ACTION ITEM: Collect every line in the records below that contains the word "they".

SUPPLIED RECORDS: Begin

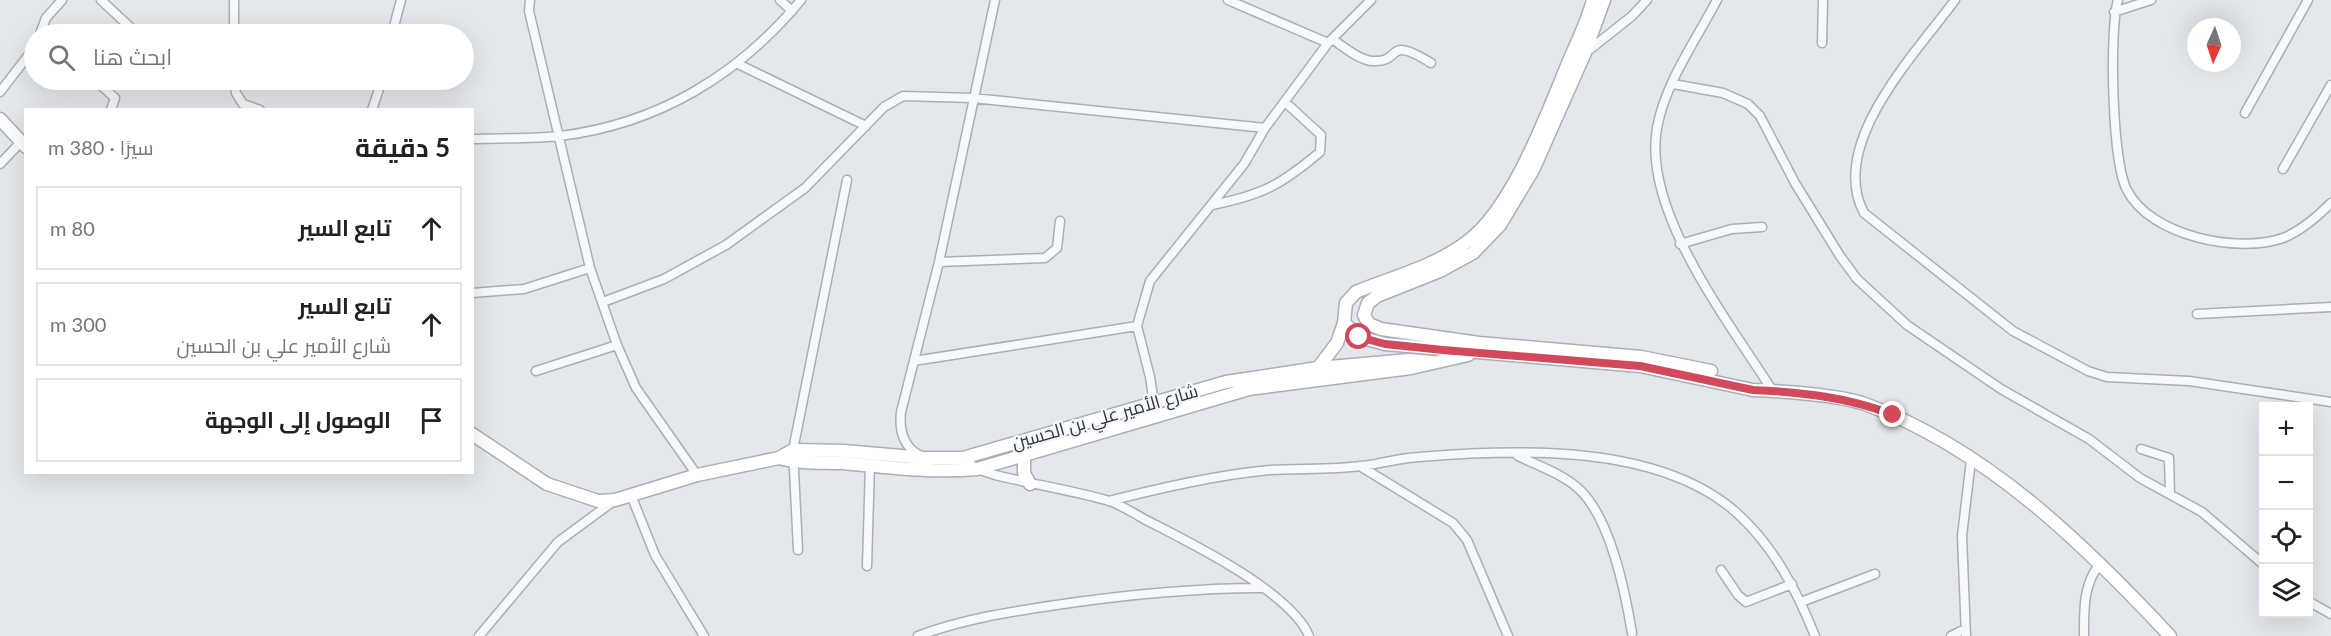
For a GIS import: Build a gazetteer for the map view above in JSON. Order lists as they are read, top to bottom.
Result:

SUPPLIED RECORDS: End
SUPPLIED RECORDS: Begin

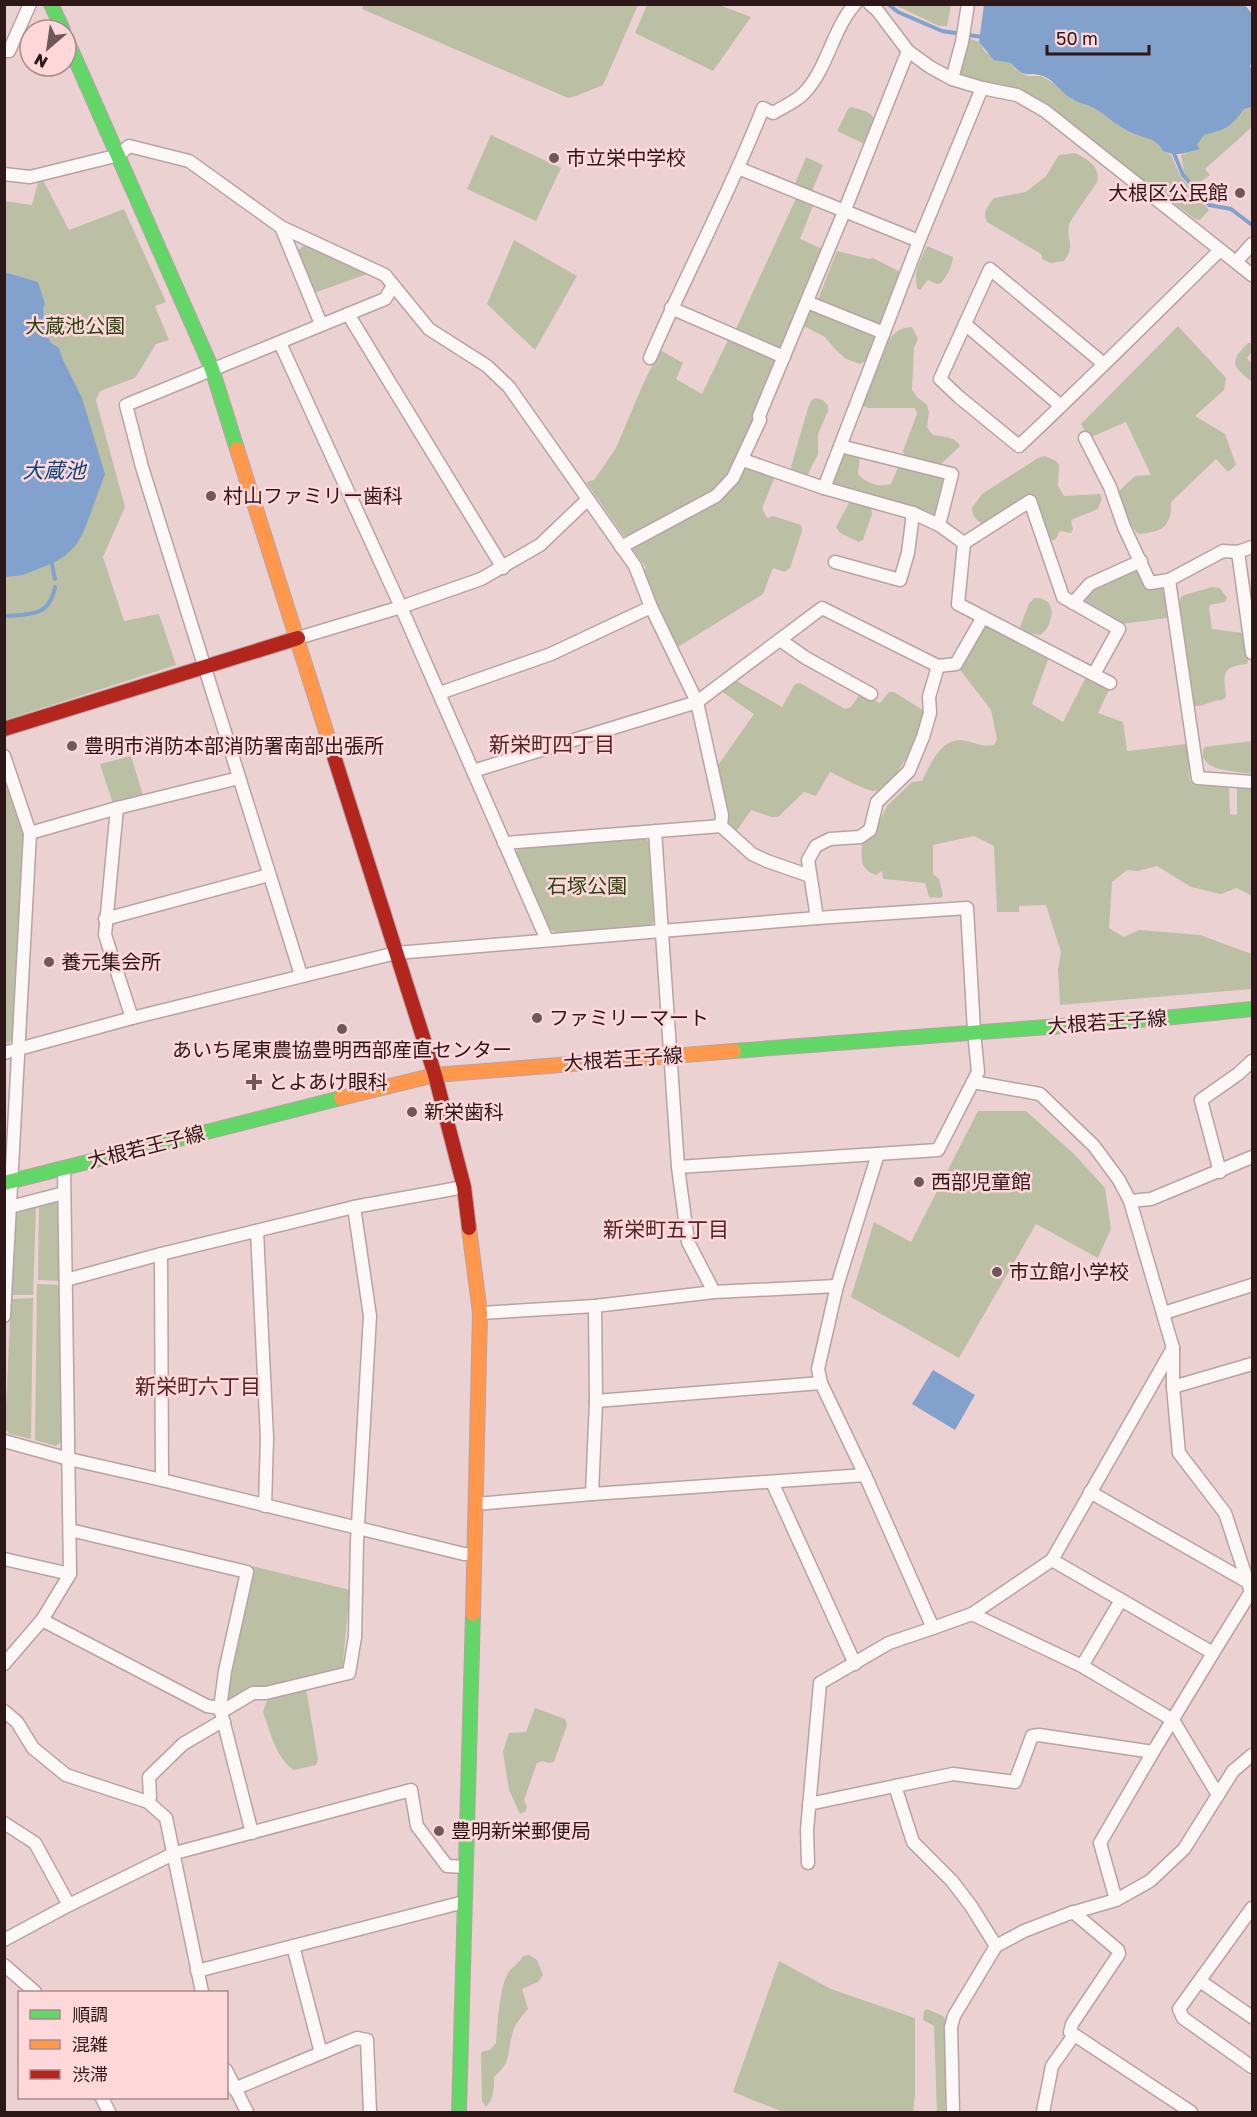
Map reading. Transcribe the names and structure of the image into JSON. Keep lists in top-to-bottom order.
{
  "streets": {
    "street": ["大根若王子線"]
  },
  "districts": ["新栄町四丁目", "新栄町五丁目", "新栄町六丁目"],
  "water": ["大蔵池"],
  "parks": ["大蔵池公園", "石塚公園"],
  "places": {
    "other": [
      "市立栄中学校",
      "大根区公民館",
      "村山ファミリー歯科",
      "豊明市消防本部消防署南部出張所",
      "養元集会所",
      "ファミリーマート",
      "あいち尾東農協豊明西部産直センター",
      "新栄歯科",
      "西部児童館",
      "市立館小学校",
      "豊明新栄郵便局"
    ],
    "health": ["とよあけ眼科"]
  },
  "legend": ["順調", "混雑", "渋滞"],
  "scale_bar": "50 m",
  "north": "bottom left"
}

SUPPLIED RECORDS: End
SUPPLIED RECORDS: Begin

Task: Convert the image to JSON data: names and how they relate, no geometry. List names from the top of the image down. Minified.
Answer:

SUPPLIED RECORDS: End

OUTPUT OF THE EXERCISE:
For a GIS import: Build a gazetteer for the map view above in JSON. Order lists as they are read, top to bottom.
Task: Convert the image to JSON data: names and how they relate, no geometry. List names from the top of the image down. Minified.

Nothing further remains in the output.